REQUIRED ACTION:
Once the line containing "1797,0 L 1934,0" is found in the entries below, restate it and each following line word for word, stopping after the line containing "<!-- line-1 -->".

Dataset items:

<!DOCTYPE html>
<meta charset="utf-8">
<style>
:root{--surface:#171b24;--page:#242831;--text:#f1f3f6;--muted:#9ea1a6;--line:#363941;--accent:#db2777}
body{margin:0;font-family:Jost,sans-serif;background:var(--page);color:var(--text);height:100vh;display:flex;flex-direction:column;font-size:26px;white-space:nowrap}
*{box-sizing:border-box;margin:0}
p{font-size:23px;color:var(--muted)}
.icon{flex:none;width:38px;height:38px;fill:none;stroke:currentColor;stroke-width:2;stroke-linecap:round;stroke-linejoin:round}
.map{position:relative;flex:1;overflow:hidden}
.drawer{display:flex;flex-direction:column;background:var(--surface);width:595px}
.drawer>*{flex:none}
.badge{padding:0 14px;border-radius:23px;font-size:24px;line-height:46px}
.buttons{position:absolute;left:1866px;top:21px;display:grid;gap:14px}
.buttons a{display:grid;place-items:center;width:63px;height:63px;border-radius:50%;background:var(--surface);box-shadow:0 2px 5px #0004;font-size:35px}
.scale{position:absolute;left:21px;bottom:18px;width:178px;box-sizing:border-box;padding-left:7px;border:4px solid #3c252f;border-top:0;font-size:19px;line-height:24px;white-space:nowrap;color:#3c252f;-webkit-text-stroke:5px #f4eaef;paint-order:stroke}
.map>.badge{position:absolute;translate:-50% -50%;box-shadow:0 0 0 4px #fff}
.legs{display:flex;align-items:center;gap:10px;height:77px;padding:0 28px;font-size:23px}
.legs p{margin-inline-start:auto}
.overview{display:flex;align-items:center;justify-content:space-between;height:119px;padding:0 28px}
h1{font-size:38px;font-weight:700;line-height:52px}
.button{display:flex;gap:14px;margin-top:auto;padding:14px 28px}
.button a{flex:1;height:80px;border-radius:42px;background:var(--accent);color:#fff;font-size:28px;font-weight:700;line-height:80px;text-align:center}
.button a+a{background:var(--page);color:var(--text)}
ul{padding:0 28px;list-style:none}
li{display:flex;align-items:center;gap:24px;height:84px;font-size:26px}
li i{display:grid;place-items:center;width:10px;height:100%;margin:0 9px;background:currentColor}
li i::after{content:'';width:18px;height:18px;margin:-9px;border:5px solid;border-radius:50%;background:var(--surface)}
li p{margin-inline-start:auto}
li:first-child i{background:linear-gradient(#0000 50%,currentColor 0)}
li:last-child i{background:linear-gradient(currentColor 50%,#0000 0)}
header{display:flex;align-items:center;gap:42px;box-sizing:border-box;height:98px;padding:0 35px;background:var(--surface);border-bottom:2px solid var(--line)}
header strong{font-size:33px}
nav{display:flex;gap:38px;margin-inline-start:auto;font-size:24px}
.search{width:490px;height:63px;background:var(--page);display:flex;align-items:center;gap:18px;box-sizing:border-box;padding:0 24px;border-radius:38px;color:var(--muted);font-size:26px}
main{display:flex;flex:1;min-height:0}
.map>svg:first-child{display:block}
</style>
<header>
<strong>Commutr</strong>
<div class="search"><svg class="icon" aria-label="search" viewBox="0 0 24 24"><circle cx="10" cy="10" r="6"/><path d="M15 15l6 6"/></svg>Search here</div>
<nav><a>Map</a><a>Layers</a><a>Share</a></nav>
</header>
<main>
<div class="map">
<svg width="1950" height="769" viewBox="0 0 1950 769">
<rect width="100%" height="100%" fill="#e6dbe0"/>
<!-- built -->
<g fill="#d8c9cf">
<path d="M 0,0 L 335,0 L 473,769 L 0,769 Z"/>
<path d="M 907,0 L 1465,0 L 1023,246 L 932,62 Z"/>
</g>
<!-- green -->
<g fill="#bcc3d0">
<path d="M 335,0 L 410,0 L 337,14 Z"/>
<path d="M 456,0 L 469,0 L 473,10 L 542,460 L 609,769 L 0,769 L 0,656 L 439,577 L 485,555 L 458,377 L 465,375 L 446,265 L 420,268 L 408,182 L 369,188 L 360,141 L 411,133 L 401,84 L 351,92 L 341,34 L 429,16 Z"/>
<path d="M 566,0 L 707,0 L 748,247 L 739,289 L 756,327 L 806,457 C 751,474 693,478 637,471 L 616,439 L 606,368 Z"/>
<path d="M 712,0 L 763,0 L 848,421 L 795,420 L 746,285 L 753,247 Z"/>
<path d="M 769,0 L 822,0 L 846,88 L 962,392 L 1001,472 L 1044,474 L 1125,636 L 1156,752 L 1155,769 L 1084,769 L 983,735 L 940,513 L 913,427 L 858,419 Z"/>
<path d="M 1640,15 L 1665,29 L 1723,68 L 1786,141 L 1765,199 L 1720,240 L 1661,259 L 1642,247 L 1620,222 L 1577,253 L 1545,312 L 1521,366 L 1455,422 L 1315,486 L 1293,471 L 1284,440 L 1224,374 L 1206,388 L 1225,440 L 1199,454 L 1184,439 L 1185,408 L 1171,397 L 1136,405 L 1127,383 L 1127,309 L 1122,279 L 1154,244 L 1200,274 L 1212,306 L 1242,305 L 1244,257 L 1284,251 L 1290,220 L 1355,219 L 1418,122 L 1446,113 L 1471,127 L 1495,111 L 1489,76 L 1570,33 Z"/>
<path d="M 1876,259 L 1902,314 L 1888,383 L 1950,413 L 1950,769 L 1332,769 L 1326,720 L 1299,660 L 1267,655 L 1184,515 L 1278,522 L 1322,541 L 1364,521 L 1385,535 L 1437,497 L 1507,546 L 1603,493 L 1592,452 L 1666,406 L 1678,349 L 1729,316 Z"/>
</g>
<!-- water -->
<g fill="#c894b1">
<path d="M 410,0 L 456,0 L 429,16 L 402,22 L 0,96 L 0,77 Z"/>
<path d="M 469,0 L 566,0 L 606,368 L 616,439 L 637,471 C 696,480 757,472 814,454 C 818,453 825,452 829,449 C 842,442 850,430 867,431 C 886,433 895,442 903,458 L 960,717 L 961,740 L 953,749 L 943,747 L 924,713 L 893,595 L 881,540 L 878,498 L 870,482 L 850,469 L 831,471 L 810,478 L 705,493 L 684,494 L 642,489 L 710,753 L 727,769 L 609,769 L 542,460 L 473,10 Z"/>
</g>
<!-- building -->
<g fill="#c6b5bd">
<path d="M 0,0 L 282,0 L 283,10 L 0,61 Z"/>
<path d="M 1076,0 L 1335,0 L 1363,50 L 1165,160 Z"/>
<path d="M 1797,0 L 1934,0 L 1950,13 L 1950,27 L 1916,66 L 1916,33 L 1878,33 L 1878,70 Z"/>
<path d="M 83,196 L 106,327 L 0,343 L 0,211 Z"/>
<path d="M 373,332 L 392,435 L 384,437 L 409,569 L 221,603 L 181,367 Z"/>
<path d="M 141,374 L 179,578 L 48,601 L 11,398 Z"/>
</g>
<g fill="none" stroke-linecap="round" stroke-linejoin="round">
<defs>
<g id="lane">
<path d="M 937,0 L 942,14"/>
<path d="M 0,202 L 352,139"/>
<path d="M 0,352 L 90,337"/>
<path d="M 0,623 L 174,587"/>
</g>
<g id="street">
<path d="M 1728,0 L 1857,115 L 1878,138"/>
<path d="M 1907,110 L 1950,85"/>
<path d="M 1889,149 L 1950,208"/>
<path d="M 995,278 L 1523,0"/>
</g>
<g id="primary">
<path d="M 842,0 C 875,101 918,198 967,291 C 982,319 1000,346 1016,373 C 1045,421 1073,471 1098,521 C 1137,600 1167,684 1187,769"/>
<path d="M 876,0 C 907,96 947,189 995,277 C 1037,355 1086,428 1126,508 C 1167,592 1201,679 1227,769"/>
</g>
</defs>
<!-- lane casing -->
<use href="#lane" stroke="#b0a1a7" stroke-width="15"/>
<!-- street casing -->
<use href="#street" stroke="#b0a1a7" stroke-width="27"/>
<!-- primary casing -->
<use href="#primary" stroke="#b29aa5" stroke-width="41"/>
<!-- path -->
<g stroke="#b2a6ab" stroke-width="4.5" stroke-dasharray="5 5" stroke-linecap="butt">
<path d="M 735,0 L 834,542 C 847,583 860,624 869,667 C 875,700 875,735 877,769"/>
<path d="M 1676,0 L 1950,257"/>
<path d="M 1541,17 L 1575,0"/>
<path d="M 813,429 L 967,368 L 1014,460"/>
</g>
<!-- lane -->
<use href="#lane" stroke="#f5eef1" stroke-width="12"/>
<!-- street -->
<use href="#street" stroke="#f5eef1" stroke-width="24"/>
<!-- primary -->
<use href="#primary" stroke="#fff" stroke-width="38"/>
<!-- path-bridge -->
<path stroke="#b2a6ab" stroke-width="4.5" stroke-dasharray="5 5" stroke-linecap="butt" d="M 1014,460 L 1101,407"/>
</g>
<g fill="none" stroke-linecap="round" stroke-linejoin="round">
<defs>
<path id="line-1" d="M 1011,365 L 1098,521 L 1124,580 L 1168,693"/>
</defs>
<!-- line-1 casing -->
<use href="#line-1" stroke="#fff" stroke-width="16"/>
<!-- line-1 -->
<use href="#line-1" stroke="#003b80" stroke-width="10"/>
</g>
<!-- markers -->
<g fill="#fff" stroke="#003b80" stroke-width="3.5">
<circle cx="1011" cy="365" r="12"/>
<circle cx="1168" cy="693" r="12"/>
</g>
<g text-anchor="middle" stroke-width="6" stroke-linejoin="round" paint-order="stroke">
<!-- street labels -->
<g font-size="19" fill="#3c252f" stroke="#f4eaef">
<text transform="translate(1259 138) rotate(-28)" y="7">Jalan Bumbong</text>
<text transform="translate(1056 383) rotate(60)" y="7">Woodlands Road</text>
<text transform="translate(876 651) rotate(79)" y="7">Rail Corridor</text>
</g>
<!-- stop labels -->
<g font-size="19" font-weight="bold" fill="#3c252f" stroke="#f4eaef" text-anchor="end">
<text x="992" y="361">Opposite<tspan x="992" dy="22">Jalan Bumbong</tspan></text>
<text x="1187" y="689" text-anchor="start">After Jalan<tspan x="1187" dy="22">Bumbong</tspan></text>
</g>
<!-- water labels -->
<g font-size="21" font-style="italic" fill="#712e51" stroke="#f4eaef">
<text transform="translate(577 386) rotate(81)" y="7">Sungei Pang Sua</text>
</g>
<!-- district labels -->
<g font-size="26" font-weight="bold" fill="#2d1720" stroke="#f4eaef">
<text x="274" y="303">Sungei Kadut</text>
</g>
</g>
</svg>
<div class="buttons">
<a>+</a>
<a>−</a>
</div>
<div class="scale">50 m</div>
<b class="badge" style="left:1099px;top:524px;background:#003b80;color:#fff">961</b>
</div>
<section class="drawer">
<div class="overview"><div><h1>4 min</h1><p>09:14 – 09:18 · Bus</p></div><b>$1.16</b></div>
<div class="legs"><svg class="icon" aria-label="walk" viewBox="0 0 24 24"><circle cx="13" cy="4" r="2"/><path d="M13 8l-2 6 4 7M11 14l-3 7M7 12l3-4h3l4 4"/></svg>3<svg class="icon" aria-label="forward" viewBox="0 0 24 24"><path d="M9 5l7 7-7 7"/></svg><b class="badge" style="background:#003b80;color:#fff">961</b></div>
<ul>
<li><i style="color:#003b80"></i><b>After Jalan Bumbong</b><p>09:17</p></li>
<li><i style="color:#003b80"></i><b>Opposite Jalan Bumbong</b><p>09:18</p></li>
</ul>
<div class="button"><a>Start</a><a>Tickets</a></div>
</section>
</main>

EXERCISE ANSWER:
<path d="M 1797,0 L 1934,0 L 1950,13 L 1950,27 L 1916,66 L 1916,33 L 1878,33 L 1878,70 Z"/>
<path d="M 83,196 L 106,327 L 0,343 L 0,211 Z"/>
<path d="M 373,332 L 392,435 L 384,437 L 409,569 L 221,603 L 181,367 Z"/>
<path d="M 141,374 L 179,578 L 48,601 L 11,398 Z"/>
</g>
<g fill="none" stroke-linecap="round" stroke-linejoin="round">
<defs>
<g id="lane">
<path d="M 937,0 L 942,14"/>
<path d="M 0,202 L 352,139"/>
<path d="M 0,352 L 90,337"/>
<path d="M 0,623 L 174,587"/>
</g>
<g id="street">
<path d="M 1728,0 L 1857,115 L 1878,138"/>
<path d="M 1907,110 L 1950,85"/>
<path d="M 1889,149 L 1950,208"/>
<path d="M 995,278 L 1523,0"/>
</g>
<g id="primary">
<path d="M 842,0 C 875,101 918,198 967,291 C 982,319 1000,346 1016,373 C 1045,421 1073,471 1098,521 C 1137,600 1167,684 1187,769"/>
<path d="M 876,0 C 907,96 947,189 995,277 C 1037,355 1086,428 1126,508 C 1167,592 1201,679 1227,769"/>
</g>
</defs>
<!-- lane casing -->
<use href="#lane" stroke="#b0a1a7" stroke-width="15"/>
<!-- street casing -->
<use href="#street" stroke="#b0a1a7" stroke-width="27"/>
<!-- primary casing -->
<use href="#primary" stroke="#b29aa5" stroke-width="41"/>
<!-- path -->
<g stroke="#b2a6ab" stroke-width="4.5" stroke-dasharray="5 5" stroke-linecap="butt">
<path d="M 735,0 L 834,542 C 847,583 860,624 869,667 C 875,700 875,735 877,769"/>
<path d="M 1676,0 L 1950,257"/>
<path d="M 1541,17 L 1575,0"/>
<path d="M 813,429 L 967,368 L 1014,460"/>
</g>
<!-- lane -->
<use href="#lane" stroke="#f5eef1" stroke-width="12"/>
<!-- street -->
<use href="#street" stroke="#f5eef1" stroke-width="24"/>
<!-- primary -->
<use href="#primary" stroke="#fff" stroke-width="38"/>
<!-- path-bridge -->
<path stroke="#b2a6ab" stroke-width="4.5" stroke-dasharray="5 5" stroke-linecap="butt" d="M 1014,460 L 1101,407"/>
</g>
<g fill="none" stroke-linecap="round" stroke-linejoin="round">
<defs>
<path id="line-1" d="M 1011,365 L 1098,521 L 1124,580 L 1168,693"/>
</defs>
<!-- line-1 casing -->
<use href="#line-1" stroke="#fff" stroke-width="16"/>
<!-- line-1 -->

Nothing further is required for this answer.